# PROBLEM DETAILS
Work out how many lines of the records hold the string "Bellaire", and reply with that number alone.

# DATA RECORDS
☆ ☆ ☆ ☆ ☆ ☆ ☆
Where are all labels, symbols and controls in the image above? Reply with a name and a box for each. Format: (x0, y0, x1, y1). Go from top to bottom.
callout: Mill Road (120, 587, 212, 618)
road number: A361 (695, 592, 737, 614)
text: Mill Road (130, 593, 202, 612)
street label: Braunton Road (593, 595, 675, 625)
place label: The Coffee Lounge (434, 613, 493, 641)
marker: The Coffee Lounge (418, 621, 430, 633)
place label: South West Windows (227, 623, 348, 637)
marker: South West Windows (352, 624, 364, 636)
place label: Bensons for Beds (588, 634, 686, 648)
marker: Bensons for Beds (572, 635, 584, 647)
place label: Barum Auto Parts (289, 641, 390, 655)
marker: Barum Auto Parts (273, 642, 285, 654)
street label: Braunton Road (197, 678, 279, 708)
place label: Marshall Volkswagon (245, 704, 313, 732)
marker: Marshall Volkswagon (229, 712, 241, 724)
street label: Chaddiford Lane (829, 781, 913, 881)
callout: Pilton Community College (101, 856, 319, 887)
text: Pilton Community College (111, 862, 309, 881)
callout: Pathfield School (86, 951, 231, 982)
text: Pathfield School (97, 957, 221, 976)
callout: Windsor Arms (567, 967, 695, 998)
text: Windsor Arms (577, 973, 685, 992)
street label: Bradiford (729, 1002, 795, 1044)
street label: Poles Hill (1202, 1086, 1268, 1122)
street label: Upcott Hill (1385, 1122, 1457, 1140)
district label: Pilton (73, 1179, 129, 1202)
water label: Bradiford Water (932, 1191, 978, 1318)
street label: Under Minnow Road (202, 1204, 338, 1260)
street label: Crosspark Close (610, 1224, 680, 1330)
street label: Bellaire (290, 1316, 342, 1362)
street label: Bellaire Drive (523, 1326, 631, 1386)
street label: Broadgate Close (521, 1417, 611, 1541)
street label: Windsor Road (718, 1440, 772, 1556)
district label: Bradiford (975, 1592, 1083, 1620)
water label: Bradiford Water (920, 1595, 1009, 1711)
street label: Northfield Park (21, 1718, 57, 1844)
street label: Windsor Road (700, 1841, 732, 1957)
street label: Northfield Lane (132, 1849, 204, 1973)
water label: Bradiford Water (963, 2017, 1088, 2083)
☆ ☆ ☆ ☆ ☆ ☆ ☆
# PROBLEM SOLUTION
2